Where are you getting bubbles in your silicone mold?

Two things that can help with air bubbles. 

One is after mixing your silicone pour it vety slowly from 24 inches above your mold you will get a very thin ribbon of silicone as it pours.

Two, you can mix a very small amount of silicone and brush it on the car you want to mold. Two coats will prevent an bubble for normal castings.

However the above will not prevent air bubbles inside the silicone mold which you can not see. However these will only be a problem if you are pressure casting your resin.

Roger Corrie


----------



## sethndaddy (Dec 4, 2004)

vacuum pump and degass the silicone prior to pouring your mold.
WHAT DO I USE FOR THIS ?? I USE SMOOTH ON ALSO AND NEVER THOUGHT OF THE BRUSH ON IDEA. I GET A SMALL BUBBLE HEAR AND THERE, BUMPER OR WINDOW, NOTHING BIG, BUT IT DRIVES ME CRAZY TO TAKE ALL THAT TIME TO HAVE A LIL IMPERFECTION LIKE THAT.


----------



## sethndaddy (Dec 4, 2004)

another thing, I do one part slosh molds and found the silicone tearing very easily lately. I tried a 2 part mold once and found I could barely get the 2 parts apart without ruining the mold (they were so tight) 
Roger, would you be kind enough to email me a close up pic of the 2 parts so I can see where I went wrong?


----------



## vaBcHRog (Feb 19, 2003)

sethndaddy said:


> vacuum pump and degass the silicone prior to pouring your mold.
> WHAT DO I USE FOR THIS ?? I USE SMOOTH ON ALSO AND NEVER THOUGHT OF THE BRUSH ON IDEA. I GET A SMALL BUBBLE HEAR AND THERE, BUMPER OR WINDOW, NOTHING BIG, BUT IT DRIVES ME CRAZY TO TAKE ALL THAT TIME TO HAVE A LIL IMPERFECTION LIKE THAT.
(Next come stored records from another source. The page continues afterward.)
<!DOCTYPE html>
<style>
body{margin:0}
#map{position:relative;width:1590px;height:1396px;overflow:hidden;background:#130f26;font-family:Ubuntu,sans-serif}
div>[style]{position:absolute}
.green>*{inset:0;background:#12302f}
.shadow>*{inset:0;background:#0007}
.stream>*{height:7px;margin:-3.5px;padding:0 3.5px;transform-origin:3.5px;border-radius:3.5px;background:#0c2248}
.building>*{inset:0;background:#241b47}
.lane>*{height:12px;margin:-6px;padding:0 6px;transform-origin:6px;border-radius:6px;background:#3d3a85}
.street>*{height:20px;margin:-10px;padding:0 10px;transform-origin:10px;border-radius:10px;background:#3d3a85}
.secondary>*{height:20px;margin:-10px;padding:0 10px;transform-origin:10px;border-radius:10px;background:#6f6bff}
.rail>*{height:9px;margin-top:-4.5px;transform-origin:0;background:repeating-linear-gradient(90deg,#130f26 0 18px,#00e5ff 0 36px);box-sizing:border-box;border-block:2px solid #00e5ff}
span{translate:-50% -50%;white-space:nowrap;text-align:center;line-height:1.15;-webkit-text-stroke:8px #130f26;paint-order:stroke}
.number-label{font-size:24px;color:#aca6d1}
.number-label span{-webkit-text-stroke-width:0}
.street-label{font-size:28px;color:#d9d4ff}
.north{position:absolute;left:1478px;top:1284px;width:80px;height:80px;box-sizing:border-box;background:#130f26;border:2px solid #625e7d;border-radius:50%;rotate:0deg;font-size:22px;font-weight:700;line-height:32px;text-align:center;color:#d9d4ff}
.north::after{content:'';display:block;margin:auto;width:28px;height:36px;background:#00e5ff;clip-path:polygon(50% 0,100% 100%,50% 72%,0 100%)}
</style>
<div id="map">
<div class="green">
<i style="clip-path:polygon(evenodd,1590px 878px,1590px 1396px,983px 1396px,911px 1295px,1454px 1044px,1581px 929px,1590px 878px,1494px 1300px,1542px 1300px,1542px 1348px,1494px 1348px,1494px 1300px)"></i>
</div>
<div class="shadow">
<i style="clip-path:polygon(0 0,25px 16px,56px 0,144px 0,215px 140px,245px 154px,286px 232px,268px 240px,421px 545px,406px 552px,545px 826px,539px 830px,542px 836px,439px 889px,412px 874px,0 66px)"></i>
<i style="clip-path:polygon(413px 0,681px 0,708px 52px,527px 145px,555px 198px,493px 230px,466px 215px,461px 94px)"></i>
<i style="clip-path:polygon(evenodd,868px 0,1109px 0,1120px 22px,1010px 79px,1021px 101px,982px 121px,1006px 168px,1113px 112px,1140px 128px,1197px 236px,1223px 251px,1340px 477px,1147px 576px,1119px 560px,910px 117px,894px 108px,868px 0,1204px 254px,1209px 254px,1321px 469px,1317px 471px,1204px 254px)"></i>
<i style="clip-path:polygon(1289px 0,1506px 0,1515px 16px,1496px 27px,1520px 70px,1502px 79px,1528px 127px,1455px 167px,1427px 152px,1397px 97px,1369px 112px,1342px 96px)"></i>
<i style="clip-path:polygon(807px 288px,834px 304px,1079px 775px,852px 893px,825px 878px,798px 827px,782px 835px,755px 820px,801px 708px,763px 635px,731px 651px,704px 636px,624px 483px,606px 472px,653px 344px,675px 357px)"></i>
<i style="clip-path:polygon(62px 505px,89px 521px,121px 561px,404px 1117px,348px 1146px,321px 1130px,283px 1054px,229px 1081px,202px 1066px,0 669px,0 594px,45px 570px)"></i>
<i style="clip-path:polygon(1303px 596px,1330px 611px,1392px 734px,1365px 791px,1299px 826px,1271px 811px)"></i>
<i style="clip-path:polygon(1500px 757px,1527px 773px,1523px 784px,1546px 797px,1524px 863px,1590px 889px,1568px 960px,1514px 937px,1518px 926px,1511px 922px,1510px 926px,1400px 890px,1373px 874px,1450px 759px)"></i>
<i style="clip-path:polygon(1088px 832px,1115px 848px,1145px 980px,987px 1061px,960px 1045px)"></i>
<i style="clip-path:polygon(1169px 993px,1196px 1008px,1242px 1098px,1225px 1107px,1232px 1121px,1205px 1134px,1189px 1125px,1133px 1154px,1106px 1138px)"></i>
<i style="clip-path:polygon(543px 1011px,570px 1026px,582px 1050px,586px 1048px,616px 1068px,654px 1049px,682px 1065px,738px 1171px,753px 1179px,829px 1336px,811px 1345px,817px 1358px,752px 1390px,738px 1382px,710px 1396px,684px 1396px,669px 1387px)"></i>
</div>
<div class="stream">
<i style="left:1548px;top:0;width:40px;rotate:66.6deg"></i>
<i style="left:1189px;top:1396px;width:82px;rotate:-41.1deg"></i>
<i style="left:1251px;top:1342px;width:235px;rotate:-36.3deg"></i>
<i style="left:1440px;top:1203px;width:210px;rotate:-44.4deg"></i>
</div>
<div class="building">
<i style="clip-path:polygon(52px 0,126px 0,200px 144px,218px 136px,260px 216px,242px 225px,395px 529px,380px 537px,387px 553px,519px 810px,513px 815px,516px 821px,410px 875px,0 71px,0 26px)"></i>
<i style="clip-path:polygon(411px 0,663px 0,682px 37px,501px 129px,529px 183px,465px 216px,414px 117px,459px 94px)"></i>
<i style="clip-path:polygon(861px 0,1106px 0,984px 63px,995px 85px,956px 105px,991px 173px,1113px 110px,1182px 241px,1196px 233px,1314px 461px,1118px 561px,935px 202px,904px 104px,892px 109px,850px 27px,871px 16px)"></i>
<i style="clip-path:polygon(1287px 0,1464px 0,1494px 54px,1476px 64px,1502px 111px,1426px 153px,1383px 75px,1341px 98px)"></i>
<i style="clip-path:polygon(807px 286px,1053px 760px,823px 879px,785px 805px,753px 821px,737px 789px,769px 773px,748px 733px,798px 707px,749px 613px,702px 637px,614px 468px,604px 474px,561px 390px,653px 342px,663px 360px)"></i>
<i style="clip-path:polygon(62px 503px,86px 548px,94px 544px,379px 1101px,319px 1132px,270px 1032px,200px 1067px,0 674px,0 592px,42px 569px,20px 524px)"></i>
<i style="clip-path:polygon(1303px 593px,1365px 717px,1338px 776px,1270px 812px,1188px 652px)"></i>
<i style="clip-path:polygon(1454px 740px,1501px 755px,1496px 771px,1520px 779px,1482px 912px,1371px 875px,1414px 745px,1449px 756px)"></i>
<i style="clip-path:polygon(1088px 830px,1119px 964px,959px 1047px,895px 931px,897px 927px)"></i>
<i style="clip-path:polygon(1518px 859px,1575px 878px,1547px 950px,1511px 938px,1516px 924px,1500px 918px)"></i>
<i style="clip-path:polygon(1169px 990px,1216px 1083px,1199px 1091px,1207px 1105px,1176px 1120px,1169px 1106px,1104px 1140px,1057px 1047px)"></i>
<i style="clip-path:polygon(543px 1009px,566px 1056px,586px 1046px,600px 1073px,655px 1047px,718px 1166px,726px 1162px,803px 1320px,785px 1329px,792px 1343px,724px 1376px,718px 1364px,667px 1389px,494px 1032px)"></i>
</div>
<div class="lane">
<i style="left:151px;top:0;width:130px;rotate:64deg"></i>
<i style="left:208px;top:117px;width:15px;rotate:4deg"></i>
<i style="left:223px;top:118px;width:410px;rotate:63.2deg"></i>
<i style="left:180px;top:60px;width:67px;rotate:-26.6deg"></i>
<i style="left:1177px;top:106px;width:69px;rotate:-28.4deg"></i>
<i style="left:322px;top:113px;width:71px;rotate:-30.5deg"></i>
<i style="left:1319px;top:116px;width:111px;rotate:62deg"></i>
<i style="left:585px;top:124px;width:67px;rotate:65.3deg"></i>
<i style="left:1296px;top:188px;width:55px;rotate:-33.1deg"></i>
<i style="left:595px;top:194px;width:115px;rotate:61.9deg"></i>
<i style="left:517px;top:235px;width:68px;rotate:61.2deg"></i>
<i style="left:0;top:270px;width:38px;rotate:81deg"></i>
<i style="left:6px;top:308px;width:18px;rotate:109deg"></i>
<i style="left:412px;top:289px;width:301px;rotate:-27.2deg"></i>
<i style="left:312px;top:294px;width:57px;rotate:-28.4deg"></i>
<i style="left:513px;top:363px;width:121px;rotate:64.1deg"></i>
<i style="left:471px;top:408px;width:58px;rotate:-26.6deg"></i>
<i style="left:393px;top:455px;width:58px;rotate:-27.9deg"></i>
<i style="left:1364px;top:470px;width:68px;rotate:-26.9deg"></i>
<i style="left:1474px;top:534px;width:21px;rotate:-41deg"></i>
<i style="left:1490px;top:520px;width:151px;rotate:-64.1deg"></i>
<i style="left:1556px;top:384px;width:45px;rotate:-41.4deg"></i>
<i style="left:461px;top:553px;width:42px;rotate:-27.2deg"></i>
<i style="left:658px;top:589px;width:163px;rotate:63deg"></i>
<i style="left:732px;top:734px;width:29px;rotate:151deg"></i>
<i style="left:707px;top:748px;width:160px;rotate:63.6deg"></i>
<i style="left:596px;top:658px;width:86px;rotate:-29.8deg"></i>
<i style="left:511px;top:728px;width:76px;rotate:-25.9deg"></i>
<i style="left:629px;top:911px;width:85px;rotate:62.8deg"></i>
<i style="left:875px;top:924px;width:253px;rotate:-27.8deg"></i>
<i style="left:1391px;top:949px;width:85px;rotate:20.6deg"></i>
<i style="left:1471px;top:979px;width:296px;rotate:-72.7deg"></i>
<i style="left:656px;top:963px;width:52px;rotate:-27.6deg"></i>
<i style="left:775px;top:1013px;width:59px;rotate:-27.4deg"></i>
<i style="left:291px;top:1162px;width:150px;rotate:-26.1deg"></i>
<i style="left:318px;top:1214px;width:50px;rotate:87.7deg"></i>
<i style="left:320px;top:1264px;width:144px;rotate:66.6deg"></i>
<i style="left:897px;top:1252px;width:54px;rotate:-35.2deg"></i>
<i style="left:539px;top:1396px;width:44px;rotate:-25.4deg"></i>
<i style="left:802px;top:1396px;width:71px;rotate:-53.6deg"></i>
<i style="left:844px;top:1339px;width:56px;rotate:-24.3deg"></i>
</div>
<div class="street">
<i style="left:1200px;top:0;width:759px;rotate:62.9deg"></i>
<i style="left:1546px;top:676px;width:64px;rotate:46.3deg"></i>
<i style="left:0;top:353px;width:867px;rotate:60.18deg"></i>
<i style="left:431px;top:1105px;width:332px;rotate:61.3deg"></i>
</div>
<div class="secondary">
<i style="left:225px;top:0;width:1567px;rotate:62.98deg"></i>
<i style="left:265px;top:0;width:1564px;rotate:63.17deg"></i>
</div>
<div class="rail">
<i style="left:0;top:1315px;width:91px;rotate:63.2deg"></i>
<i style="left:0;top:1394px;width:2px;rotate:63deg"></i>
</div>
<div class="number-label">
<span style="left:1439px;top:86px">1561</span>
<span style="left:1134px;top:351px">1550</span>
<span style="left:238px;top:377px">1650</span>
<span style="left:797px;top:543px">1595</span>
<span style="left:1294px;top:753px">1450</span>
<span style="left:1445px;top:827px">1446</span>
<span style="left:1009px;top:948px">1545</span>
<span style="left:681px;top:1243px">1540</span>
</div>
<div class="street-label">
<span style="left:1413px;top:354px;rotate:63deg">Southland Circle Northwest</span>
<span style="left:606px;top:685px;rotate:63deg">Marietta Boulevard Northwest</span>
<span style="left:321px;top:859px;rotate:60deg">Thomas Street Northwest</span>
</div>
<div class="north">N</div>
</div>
 I have an automotive airconditioning vacuum pump. I use Food Saver 1 QT and 2 QT containers to mix and degass the silicone.

Roger Corrie


----------



## vaBcHRog (Feb 19, 2003)

sethndaddy said:


> another thing, I do one part slosh molds and found the silicone tearing very easily lately. I tried a 2 part mold once and found I could barely get the 2 parts apart without ruining the mold (they were so tight)
> Roger, would you be kind enough to email me a close up pic of the 2 parts so I can see where I went wrong?
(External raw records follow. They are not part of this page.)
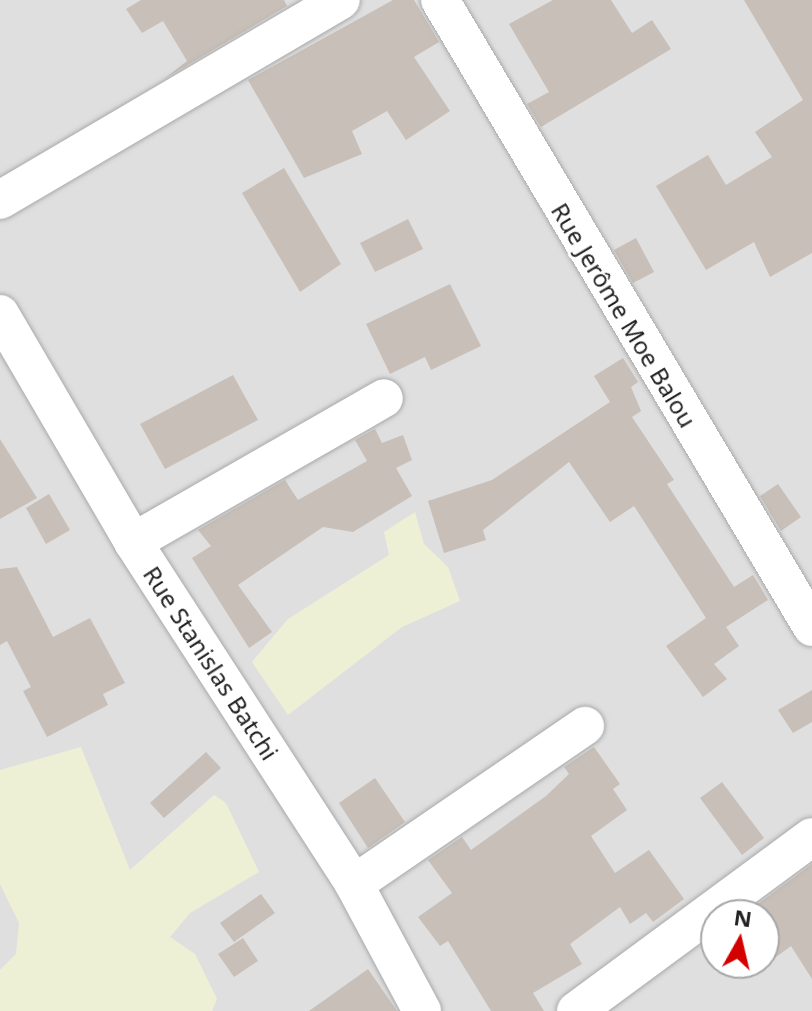 <!DOCTYPE html>
<meta charset="utf-8">
<style>
body{margin:0}
#map{position:relative;width:812px;height:1011px;overflow:hidden;background:#f2efe9;font-family:"Noto Sans",sans-serif}
div>[style]{position:absolute}
.residential>*{inset:0;background:#e0dfdf}
.farmland>*{inset:0;background:#eef0d5}
.building>*{inset:0;background:#c7bfb8}
.roads{filter:drop-shadow(0 0 2px #a9a9a9) drop-shadow(0 0 2px #a9a9a9)}
.minor>*{height:38px;margin:-19px;padding:0 19px;transform-origin:19px;border-radius:19px;background:#fff}
span{translate:-50% -50%;white-space:nowrap;text-align:center;line-height:1.15;-webkit-text-stroke:6px #fff;paint-order:stroke}
.street-label{font-size:24px;color:#222}
.north{position:absolute;left:700px;top:899px;width:80px;height:80px;box-sizing:border-box;background:#fff;border:2px solid #a7a7a7;border-radius:50%;rotate:8deg;font-size:22px;font-weight:700;line-height:32px;text-align:center;color:#222}
.north::after{content:'';display:block;margin:auto;width:28px;height:36px;background:#d40000;clip-path:polygon(50% 0,100% 100%,50% 72%,0 100%)}
</style>
<div id="map">
<div class="residential">
<div style="clip-path:polygon(evenodd,0 0,812px 0,812px 1011px,0 1011px,0 0,716px 915px,764px 915px,764px 963px,716px 963px,716px 915px)"></div>
</div>
<div class="farmland">
<div style="clip-path:polygon(415px 512px,424px 544px,448px 567px,460px 601px,402px 627px,288px 715px,252px 662px,288px 619px,389px 555px,384px 532px)"></div>
<div style="clip-path:polygon(81px 747px,130px 870px,214px 795px,226px 803px,259px 872px,190px 913px,170px 937px,195px 954px,217px 999px,212px 1011px,0 1011px,0 970px,16px 954px,19px 923px,0 884px,0 770px)"></div>
</div>
<div class="building">
<div style="clip-path:polygon(141px 0,284px 0,287px 6px,164px 79px,187px 61px,163px 21px,142px 33px,126px 9px)"></div>
<div style="clip-path:polygon(393px 0,414px 0,439px 42px,414px 57px,450px 111px,406px 140px,387px 111px,352px 131px,362px 154px,304px 178px,248px 80px)"></div>
<div style="clip-path:polygon(553px 0,611px 0,632px 33px,652px 20px,671px 49px,541px 127px,527px 104px,549px 92px,509px 24px)"></div>
<div style="clip-path:polygon(744px 0,812px 0,812px 253px,770px 277px,754px 242px,706px 270px,656px 186px,708px 155px,726px 185px,772px 157px,755px 132px,803px 100px)"></div>
<div style="clip-path:polygon(284px 168px,341px 264px,300px 292px,242px 193px)"></div>
<div style="clip-path:polygon(408px 219px,423px 249px,375px 272px,360px 243px)"></div>
<div style="clip-path:polygon(636px 238px,654px 272px,633px 283px,614px 250px)"></div>
<div style="clip-path:polygon(450px 284px,481px 346px,431px 370px,425px 357px,390px 374px,366px 324px)"></div>
<div style="clip-path:polygon(623px 358px,638px 382px,631px 387px,641px 411px,632px 417px,674px 480px,667px 484px,734px 587px,753px 575px,768px 600px,726px 627px,739px 646px,714px 664px,727px 679px,703px 697px,666px 646px,706px 618px,634px 506px,610px 522px,569px 462px,483px 530px,486px 540px,444px 553px,428px 501px,492px 480px,610px 402px,594px 376px)"></div>
<div style="clip-path:polygon(233px 375px,258px 420px,165px 469px,140px 424px)"></div>
<div style="clip-path:polygon(375px 429px,382px 443px,403px 435px,412px 460px,396px 468px,412px 496px,353px 532px,323px 527px,238px 585px,272px 632px,249px 648px,192px 558px,211px 546px,198px 530px,285px 480px,298px 500px,367px 461px,355px 440px)"></div>
<div style="clip-path:polygon(0 439px,37px 498px,0 519px)"></div>
<div style="clip-path:polygon(778px 484px,801px 517px,781px 531px,760px 496px)"></div>
<div style="clip-path:polygon(49px 494px,70px 530px,46px 544px,26px 508px)"></div>
<div style="clip-path:polygon(17px 567px,53px 637px,90px 618px,125px 683px,103px 694px,108px 705px,47px 737px,23px 691px,31px 687px,7px 641px,0 645px,0 569px)"></div>
<div style="clip-path:polygon(812px 690px,812px 722px,793px 733px,778px 710px)"></div>
<div style="clip-path:polygon(594px 747px,620px 784px,613px 789px,627px 810px,591px 836px,615px 873px,649px 850px,684px 899px,653px 922px,646px 913px,630px 924px,620px 907px,570px 944px,582px 964px,533px 993px,544px 1011px,491px 1011px,448px 941px,440px 946px,418px 917px,452px 893px,428px 860px,462px 837px,471px 850px,546px 796px,569px 774px,564px 767px)"></div>
<div style="clip-path:polygon(206px 752px,221px 768px,164px 818px,150px 803px)"></div>
<div style="clip-path:polygon(375px 778px,405px 822px,368px 848px,339px 803px)"></div>
<div style="clip-path:polygon(722px 782px,764px 838px,742px 855px,700px 798px)"></div>
<div style="clip-path:polygon(812px 864px,812px 979px,791px 946px,764px 966px,764px 915px,743px 915px)"></div>
<div style="clip-path:polygon(261px 894px,275px 913px,234px 942px,220px 923px)"></div>
<div style="clip-path:polygon(243px 938px,258px 961px,234px 977px,218px 954px)"></div>
<div style="clip-path:polygon(368px 969px,397px 1011px,309px 1011px)"></div>
</div>
<div class="roads">
<div class="minor">
<div style="left:440px;top:0;width:729px;rotate:59.32deg"></div>
<div style="left:0;top:200px;width:395px;rotate:-30.4deg"></div>
<div style="left:0;top:314px;width:264px;rotate:59.7deg"></div>
<div style="left:133px;top:542px;width:407px;rotate:57.1deg"></div>
<div style="left:354px;top:884px;width:144px;rotate:61.8deg"></div>
<div style="left:133px;top:542px;width:289px;rotate:-29.8deg"></div>
<div style="left:354px;top:884px;width:280px;rotate:-34.4deg"></div>
<div style="left:576px;top:1011px;width:293px;rotate:-36.4deg"></div>
</div>
</div>
<div class="street-label">
<span style="left:624px;top:315px;rotate:59deg">Rue Jerôme Moe Balou</span>
<span style="left:211px;top:663px;rotate:57deg">Rue Stanislas Batchi</span>
</div>
<div class="north">N</div>
</div>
 Which Smooth-on silicone are you using? I use the Ooma 25. Your molds should not be tearing when you slosh cast. Do you heat the mold prior to adding the resin?? I heat mine for 1:30 in the microwave. You can also try dusting the mold with talcum powder or baby powder prior to pouring the resin this acts like a mold release and also relieves the surface tension which helps get rid of any tiny air bubbles. A two part mold is tight howver the mold should be flexible enough to remove it. Try adding a little baby oil to your silicone mix 5 or 6 drops this makes the molds a little more plyable.



















Hope this helps

Roger Corrie


----------